Moreover, RGM is in expansion mode. Just 10 days ago -- on March 17 -- it was planning to list on the Australian Stock Exchange as part of a larger plan to finally make what many consider to be Hollywood's dream project: a sequel to the 1991 surf and cop movie, Point Break.
A Point Break sequel has been the dream of many a Hollywood mogul. The original, made in 1991, launched the career of Keanu Reeves and was directed by Kathryn Bigelow, who last week became the first woman to win the best director Oscar, for The Hurt Locker.
To launch Point Break II into production, RGM planned what is known as a "backdoor listing" on the ASX. Rather than pay all the fees associated with being a new company, it would allow itself to be taken over by a struggling little biotech company, Biosignal, which would be renamed RGM Media.
Robyn Gardiner and her partners would own 75 per cent of the shares, and they would spend about $400 million on English language productions over the next four years.
Supporters of Gardiner wonder whether it's a coincidence that a scandal engulfed her partner just days before RGM was due to list. Woman's Day editor Fiona Connolly says the timing is entirely coincidental.
"About six months ago, New Idea had an article on Hey Dad, a where-are-they-now piece, and Robert Hughes wasn't in the photograph," Connolly said. "The journalist in me was thinking: why isn't the dad in the story?
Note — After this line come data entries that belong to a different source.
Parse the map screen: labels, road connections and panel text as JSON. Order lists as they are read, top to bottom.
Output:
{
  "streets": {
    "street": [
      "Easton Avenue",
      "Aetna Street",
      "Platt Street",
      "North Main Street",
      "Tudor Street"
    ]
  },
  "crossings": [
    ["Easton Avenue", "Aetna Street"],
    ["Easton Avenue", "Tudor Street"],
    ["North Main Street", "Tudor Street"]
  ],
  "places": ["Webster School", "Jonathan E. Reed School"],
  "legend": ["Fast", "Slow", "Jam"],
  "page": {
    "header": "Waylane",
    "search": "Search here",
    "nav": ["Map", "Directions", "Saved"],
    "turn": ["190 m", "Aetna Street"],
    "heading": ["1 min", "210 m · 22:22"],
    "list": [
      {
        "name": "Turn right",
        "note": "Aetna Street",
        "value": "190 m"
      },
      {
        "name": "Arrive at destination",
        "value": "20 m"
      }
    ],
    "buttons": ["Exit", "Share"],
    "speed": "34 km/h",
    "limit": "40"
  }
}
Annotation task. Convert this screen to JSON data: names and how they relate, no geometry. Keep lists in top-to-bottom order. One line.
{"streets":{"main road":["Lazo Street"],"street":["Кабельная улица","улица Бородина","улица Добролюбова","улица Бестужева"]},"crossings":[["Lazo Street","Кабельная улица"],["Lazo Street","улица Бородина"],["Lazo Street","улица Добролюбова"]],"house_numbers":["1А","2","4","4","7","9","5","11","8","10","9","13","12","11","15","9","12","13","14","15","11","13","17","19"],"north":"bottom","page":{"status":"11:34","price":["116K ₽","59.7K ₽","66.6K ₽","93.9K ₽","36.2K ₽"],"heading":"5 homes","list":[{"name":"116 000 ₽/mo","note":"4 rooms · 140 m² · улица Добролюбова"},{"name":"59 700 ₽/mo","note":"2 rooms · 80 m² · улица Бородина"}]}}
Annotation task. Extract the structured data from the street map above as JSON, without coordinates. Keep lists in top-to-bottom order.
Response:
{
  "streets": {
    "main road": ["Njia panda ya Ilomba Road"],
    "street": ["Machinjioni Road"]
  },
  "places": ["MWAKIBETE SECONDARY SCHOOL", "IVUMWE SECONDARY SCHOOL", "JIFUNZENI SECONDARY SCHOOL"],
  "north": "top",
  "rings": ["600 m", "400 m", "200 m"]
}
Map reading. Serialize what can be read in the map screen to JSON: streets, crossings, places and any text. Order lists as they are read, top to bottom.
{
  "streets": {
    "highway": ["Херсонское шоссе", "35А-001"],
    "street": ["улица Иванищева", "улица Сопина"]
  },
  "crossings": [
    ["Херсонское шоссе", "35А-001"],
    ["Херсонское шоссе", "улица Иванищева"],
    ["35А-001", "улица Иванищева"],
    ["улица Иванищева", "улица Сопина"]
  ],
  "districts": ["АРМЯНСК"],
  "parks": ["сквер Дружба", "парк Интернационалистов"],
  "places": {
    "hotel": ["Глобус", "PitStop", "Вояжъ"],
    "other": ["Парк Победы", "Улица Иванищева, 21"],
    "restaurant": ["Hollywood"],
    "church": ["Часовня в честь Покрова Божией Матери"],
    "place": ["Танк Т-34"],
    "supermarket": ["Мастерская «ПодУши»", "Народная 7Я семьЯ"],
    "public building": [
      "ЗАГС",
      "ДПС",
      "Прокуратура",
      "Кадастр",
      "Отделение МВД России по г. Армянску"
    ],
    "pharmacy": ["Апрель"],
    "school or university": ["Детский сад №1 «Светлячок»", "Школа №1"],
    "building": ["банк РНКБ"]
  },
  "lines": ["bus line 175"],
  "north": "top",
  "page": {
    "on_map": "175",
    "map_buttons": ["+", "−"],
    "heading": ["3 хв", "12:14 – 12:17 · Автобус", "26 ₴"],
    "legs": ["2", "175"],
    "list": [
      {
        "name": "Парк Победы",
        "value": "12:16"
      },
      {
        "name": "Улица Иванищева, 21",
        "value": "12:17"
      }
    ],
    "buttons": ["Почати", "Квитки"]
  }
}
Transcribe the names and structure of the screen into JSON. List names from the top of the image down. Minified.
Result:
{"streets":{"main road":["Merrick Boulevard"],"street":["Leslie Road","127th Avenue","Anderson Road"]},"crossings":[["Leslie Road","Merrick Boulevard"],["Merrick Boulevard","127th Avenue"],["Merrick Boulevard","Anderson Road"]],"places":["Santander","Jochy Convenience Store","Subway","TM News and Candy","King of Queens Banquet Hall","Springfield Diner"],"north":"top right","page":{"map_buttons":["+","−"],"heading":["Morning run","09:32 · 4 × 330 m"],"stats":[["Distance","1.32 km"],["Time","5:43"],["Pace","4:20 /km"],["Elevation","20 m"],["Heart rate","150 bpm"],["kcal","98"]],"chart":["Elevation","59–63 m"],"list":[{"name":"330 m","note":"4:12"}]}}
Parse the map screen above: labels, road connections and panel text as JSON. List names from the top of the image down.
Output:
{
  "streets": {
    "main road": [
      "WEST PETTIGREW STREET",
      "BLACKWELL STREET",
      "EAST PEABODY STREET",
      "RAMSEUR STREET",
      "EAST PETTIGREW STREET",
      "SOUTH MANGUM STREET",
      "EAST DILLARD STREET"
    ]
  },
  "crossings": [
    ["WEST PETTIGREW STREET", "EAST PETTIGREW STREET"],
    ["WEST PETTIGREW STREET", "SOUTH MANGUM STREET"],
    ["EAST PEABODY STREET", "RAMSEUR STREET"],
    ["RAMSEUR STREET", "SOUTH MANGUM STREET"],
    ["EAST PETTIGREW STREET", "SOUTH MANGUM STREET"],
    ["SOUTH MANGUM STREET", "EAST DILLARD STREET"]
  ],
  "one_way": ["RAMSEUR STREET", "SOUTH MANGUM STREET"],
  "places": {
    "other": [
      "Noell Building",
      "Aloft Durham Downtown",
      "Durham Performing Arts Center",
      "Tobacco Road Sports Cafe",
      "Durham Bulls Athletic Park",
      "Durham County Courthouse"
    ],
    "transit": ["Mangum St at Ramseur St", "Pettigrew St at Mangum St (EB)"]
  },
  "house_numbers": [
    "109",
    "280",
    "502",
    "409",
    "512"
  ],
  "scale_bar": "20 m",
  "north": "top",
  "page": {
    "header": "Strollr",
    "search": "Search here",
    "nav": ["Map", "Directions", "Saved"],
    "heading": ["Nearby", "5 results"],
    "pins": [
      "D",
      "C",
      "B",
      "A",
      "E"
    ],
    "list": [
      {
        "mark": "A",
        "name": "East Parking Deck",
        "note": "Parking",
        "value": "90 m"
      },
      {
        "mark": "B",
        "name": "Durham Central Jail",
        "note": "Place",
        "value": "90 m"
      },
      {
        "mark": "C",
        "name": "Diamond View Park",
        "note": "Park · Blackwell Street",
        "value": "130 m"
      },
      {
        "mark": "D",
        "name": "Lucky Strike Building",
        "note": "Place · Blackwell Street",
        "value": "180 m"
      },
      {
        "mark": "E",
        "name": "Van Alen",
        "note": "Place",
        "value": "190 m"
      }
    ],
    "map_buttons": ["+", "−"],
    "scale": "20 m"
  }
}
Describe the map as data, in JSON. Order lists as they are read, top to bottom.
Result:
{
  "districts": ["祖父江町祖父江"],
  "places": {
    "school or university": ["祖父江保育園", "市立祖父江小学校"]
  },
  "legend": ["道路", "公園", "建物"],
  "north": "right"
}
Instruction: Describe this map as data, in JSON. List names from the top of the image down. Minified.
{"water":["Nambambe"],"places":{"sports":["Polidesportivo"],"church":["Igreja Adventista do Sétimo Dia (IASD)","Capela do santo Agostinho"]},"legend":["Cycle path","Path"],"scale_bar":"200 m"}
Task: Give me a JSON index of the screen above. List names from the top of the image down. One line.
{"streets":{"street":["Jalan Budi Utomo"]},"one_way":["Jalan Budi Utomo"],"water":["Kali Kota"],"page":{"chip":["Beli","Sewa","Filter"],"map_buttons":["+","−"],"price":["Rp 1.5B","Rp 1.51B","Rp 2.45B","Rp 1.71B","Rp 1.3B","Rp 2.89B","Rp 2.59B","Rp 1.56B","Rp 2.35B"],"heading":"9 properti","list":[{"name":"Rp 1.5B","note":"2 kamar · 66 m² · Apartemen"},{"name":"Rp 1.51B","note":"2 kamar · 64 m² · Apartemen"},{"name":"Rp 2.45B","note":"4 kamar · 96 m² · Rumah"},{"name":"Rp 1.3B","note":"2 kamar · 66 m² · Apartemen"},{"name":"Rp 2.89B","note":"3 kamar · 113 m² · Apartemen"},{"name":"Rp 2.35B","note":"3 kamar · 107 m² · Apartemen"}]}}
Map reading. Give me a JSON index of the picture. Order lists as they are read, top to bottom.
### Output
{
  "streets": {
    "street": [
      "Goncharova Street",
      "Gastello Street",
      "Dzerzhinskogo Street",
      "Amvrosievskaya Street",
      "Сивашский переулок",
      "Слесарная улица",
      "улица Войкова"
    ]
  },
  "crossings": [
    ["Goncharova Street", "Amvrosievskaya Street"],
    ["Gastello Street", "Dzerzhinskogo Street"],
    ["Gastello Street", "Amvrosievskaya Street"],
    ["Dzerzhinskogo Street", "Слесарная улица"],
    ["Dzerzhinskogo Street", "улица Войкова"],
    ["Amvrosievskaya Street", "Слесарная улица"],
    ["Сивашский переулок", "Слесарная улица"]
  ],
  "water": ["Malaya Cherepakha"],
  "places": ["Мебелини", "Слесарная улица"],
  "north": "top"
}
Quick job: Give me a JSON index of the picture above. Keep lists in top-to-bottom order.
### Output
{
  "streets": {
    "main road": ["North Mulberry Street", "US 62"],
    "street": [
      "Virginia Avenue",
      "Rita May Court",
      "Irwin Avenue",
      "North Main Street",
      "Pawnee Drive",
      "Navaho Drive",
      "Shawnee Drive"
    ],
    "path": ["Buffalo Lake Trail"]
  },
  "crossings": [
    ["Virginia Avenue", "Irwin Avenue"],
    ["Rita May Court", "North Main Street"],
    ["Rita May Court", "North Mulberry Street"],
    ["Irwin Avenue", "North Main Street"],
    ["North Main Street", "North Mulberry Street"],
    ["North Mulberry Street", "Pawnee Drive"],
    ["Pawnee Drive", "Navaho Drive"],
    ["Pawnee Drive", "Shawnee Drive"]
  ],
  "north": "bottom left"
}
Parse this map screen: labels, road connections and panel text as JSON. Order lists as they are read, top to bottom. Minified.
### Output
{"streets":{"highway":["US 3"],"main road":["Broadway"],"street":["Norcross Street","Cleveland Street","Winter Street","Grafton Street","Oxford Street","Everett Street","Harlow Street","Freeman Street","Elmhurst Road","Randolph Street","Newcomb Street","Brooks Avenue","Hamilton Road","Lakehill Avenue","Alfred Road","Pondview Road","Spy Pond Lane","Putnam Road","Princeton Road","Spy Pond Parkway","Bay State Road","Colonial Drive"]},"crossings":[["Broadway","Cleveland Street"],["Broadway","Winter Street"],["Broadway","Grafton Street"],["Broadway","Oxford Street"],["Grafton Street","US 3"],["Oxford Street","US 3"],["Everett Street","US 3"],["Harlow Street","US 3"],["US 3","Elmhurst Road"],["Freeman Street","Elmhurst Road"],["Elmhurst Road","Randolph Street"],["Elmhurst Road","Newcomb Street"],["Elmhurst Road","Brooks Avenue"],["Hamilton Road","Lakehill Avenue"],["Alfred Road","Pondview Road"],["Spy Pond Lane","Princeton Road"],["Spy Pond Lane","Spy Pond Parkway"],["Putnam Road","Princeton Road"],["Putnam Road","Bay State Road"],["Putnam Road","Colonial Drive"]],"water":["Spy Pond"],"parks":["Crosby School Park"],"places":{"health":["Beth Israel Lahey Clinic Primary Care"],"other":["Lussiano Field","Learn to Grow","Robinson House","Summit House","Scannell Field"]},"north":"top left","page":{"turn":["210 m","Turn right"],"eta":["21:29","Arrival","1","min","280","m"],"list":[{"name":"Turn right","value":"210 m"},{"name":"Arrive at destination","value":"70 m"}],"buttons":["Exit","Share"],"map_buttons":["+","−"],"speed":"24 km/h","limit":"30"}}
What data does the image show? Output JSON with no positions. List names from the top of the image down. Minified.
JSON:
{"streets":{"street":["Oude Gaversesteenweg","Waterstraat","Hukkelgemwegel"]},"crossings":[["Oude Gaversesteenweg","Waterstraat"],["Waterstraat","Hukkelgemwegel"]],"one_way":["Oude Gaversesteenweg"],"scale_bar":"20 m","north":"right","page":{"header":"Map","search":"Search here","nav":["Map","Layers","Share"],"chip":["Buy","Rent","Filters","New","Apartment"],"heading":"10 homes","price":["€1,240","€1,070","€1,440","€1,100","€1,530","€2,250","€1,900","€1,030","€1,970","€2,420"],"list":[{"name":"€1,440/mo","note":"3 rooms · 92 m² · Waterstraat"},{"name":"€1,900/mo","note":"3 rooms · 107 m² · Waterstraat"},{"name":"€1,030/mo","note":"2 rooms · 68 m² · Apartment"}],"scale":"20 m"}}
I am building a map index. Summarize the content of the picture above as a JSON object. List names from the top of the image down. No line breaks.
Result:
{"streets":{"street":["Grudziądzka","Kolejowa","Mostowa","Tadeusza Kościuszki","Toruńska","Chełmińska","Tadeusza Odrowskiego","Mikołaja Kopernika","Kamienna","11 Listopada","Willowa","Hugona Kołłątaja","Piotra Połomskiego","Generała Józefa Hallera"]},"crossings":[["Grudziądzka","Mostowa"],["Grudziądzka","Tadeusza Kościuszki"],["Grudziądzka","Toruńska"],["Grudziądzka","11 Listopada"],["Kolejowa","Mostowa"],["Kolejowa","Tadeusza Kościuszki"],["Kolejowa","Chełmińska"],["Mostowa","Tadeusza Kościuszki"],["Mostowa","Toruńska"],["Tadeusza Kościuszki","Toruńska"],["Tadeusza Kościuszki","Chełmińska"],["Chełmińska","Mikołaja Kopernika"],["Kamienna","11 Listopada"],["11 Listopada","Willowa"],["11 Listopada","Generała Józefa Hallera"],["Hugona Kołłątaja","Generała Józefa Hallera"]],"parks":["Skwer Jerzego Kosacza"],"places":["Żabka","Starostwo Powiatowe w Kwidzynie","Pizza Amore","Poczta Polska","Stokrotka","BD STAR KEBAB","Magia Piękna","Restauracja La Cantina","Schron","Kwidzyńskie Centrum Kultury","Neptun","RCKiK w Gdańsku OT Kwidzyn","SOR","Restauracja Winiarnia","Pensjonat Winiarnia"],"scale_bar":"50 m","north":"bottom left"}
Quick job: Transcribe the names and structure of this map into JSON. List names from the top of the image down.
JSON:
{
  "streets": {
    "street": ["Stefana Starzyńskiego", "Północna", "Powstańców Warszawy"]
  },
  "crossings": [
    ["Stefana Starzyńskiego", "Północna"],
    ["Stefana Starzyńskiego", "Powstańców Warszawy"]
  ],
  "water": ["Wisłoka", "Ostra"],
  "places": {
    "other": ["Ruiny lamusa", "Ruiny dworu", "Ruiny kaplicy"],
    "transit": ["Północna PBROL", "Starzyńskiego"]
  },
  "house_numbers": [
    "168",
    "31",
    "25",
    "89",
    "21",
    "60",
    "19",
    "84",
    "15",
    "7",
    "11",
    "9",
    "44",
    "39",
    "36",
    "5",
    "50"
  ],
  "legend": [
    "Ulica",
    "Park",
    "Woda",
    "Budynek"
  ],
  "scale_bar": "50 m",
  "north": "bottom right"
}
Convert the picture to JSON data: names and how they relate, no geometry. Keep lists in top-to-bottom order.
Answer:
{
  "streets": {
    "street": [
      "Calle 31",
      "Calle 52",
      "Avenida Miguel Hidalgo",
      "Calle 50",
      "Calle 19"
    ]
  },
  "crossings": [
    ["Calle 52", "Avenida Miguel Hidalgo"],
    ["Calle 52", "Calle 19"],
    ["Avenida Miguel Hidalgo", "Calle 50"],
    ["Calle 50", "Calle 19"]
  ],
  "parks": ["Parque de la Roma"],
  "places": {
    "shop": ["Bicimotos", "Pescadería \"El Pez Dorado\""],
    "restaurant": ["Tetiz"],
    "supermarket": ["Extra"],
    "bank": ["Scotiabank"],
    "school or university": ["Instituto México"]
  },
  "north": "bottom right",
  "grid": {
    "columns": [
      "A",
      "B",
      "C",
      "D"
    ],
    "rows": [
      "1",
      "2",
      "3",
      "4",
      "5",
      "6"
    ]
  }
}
So we put Steve Jackson on it and pretty much straightaway, we heard the rumours."
When Connolly found out that Hughes was married to Gardiner, she immediately asked for an RGM client list "and when it landed on my desk, I thought, OK, it's got everyone in the industry we report on, so we knew what was at stake, but that wouldn't mean we wouldn't tell this girl's story".
Woman's Day did not name Hughes, saying only that Sarah Monahan, who played Jenny, was abused by a "man on the show". A Current Affair followed up, and last Wednesday named Hughes.
ACA executive producer Grant Williams says: "We didn't have any doubt that the allegations were true. We have so many stat decs saying it's true".
ACA did not name Hughes until after they had secured an interview with Hey Dad actor Ben Oxenbould, who said he came around a corner one afternoon to see Hughes with his hands on a girl "under the age of 10". That interview was facilitated by Oxenbould's talent agency: RGM.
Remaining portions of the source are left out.